New proactive approach unveiled to detect malicious software in networked computers and data
Cybercrime comes in all forms these days. One recent headline told of the creepware or silent computer snooping that resulted in the arrest of some 90 people in 19 countries. Miss Teen USA was among the victims. Her computer had been turned into a camera and used to spy on her in her own bedroom.
On the commercial front, Target suffered the largest retail hack in U.S. history during the Christmas shopping season of 2013, and now the Fortune 500 company's outlook is bleak with steep drops in profits.
New research to be announced at the June 2014 ACM Symposium on Information, Computer and Communications Security in Kyoto, Japan, has unveiled the causal relations among computer network events.
The work effectively isolates infected computer hosts and detects in advance stealthy malware also known as malicious software.
The work was conducted under the auspices of a 2010 National Science Foundation CAREER Award grant to develop software that differentiates human-user computer interaction from malware. That $530,000 award was presented to Danfeng "Daphne" Yao, associate professor of computer science at Virginia Tech. She worked with Naren Ramakrishnan, the Thomas L. Phillips Professor of Engineering, and her graduate student Hao Zhang of Beijing, China, a doctoral candidate in computer science.
The Virginia Tech computer scientists used causal relations to determine whether or not network activities have justifiable and legitimate causes to occur.

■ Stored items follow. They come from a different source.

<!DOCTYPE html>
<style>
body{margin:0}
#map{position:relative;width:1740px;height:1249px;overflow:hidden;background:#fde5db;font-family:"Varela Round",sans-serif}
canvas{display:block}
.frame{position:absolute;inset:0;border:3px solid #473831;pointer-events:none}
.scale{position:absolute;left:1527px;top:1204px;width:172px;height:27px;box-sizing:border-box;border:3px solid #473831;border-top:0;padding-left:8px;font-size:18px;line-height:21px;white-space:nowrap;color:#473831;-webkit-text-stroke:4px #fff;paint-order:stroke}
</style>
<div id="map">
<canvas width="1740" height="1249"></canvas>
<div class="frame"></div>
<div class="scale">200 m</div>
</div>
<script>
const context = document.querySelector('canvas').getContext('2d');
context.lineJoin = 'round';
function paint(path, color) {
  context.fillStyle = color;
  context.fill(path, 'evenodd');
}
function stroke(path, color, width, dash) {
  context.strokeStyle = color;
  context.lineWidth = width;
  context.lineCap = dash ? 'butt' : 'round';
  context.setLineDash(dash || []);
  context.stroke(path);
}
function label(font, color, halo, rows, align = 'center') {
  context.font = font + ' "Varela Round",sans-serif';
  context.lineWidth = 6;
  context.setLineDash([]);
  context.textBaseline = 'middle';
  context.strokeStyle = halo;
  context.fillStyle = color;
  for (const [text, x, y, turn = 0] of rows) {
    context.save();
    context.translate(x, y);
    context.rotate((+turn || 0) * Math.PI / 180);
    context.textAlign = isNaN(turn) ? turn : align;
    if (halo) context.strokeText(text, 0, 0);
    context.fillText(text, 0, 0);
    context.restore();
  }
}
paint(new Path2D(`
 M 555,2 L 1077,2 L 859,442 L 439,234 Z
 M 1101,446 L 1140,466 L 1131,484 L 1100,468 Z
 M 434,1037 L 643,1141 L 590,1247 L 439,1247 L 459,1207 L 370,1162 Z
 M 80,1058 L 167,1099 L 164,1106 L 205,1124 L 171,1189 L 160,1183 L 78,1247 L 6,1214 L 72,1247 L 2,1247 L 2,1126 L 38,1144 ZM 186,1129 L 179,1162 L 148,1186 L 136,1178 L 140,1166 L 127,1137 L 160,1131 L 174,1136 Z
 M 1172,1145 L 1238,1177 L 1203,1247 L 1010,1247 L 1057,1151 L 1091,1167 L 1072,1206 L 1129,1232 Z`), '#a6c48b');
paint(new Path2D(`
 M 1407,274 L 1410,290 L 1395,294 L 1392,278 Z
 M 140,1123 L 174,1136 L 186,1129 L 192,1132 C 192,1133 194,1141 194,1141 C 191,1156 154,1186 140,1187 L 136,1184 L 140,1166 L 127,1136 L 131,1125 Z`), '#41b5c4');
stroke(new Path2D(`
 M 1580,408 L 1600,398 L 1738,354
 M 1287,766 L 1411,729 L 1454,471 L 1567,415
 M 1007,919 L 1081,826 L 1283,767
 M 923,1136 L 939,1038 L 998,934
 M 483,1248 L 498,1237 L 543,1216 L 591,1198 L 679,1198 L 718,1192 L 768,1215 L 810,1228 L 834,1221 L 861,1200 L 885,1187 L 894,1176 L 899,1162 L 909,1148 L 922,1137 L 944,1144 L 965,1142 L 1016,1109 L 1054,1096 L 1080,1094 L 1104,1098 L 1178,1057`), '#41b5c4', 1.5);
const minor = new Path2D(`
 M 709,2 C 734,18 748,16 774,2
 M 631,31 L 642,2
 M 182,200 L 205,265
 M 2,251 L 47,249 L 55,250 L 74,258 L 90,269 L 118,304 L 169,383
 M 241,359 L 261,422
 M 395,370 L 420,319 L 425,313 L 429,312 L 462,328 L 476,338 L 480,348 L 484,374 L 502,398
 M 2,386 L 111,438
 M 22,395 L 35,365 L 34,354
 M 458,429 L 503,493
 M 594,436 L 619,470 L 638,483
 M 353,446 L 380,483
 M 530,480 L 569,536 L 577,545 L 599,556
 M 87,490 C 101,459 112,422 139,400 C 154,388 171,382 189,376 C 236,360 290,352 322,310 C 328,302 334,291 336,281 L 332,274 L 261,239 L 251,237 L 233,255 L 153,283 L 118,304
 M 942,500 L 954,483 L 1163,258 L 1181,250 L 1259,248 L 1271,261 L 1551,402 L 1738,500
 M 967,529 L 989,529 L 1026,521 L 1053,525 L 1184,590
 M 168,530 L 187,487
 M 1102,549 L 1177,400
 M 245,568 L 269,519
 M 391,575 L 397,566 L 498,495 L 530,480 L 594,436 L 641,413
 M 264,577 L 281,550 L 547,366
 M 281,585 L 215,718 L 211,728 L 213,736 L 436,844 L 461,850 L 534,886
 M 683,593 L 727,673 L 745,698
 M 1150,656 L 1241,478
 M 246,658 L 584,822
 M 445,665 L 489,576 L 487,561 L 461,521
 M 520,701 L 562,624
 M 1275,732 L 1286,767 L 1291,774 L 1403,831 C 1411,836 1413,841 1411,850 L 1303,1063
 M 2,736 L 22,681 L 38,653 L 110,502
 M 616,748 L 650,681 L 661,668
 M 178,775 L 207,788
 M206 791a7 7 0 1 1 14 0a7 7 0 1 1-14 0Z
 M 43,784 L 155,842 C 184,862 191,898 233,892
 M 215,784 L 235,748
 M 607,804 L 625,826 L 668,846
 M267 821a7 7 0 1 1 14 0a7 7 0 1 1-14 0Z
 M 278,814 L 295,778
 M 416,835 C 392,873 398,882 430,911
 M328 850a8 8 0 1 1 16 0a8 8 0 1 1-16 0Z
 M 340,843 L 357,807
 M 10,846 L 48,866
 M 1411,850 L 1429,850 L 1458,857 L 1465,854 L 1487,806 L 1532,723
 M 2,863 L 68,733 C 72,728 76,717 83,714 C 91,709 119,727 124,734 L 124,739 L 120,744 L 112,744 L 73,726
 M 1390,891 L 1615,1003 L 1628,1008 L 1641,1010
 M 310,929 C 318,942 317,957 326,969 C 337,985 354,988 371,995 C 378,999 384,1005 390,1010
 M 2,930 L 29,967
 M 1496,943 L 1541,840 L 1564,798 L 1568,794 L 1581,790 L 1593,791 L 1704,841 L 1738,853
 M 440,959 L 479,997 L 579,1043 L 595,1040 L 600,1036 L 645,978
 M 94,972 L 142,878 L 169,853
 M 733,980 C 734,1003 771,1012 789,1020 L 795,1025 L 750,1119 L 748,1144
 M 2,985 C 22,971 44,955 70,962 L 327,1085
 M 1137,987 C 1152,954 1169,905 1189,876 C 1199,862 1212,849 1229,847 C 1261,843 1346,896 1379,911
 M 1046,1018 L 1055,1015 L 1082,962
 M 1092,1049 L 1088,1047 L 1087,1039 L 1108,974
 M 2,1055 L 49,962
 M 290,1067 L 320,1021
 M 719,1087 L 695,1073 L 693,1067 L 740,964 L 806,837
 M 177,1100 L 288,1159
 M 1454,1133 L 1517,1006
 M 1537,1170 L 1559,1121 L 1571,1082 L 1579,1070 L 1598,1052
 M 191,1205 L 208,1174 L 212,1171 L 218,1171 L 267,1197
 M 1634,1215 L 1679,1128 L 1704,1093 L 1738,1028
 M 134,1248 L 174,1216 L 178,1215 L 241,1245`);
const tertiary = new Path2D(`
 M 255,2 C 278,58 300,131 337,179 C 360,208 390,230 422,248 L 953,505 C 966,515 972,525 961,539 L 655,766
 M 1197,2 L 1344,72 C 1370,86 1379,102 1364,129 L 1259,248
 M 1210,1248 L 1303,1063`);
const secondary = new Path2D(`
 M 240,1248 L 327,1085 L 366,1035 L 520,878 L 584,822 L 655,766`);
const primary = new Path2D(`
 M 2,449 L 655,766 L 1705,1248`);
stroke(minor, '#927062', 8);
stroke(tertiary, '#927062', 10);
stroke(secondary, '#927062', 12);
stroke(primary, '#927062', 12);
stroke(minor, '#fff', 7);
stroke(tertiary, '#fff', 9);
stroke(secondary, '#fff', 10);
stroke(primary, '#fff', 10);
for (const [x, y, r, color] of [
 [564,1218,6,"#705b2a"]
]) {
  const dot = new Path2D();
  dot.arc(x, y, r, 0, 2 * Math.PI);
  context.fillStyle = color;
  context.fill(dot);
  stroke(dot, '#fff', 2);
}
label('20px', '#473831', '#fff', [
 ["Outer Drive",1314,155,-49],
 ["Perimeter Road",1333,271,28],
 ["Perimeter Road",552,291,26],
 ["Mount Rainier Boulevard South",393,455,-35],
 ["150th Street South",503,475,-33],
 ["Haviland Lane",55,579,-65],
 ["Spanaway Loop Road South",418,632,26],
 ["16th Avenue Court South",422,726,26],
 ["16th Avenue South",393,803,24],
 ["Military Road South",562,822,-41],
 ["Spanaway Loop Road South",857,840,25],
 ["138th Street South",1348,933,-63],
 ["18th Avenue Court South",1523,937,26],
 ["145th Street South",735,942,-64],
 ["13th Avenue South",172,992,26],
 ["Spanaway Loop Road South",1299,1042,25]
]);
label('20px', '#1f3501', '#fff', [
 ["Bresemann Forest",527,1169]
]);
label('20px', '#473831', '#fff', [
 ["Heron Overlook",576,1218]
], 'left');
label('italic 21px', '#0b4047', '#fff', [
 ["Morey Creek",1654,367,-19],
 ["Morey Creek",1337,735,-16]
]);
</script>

"This type of semantic reasoning is new and very powerful," Yao said.
"The true significance of this security approach is its potential proactive defense capability. Conventional security systems scan for known attack patterns, which is reactive. Our anomaly detection based on enforcing benign properties in network traffic is a clear departure from that," Yao added.
They will present their paper "Detection of Stealthy Malware Activities with Traffic Causality and Scalable Triggering Relation Discovery" on June 4. It will be published in the symposium's proceedings.
Virginia Tech Intellectual Property has filed a patent on this technology, and it is actually a continuation-in-part patent, following one of Yao's earlier patents.
Previously, Yao garnered a 3-year, $450,000 grant from the Office of Naval Research on cyber security to quantitatively detect anomalies in Department of Defense computers, mobile devices, command and control servers, and embedded systems deployed on U.S. Navy ships.
Yao's career research focus has been on this methodology development for novel, practical, and quantitative anomaly detection. Specifically, she is analyzing causal relations of events and producing instructions for detecting anomalies in computer programs, systems, and networks.